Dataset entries
----------
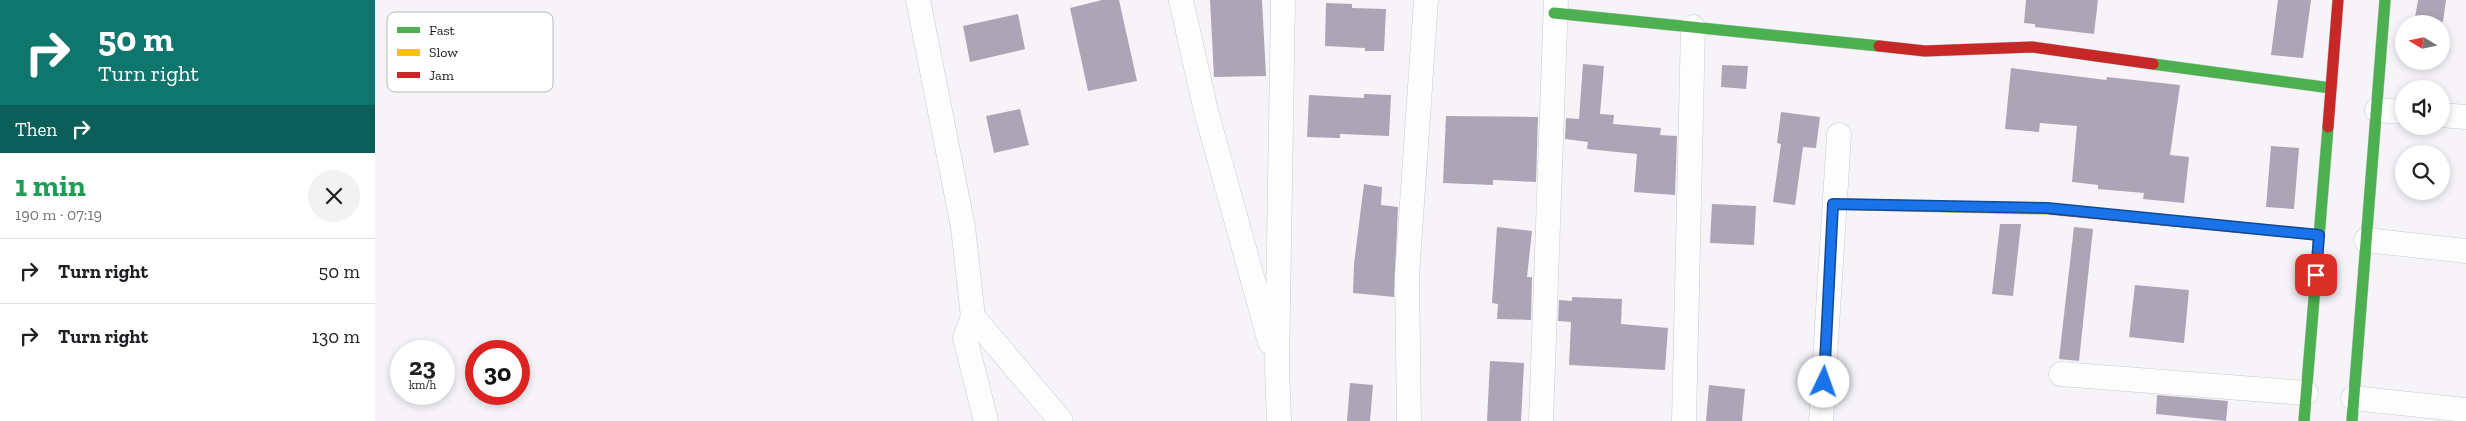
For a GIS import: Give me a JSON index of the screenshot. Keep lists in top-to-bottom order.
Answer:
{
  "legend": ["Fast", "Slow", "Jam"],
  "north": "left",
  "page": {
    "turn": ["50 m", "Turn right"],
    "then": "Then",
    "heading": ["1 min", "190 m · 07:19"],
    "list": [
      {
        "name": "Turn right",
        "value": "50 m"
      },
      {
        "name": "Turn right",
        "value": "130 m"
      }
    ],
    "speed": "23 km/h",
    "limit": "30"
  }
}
----------
Goal of the exercise:
Repeat the records in full, precisely, and keep the pictures out.

Answer area:
For a GIS import: Give me a JSON index of the screenshot. Keep lists in top-to-bottom order.
Answer:
{
  "legend": ["Fast", "Slow", "Jam"],
  "north": "left",
  "page": {
    "turn": ["50 m", "Turn right"],
    "then": "Then",
    "heading": ["1 min", "190 m · 07:19"],
    "list": [
      {
        "name": "Turn right",
        "value": "50 m"
      },
      {
        "name": "Turn right",
        "value": "130 m"
      }
    ],
    "speed": "23 km/h",
    "limit": "30"
  }
}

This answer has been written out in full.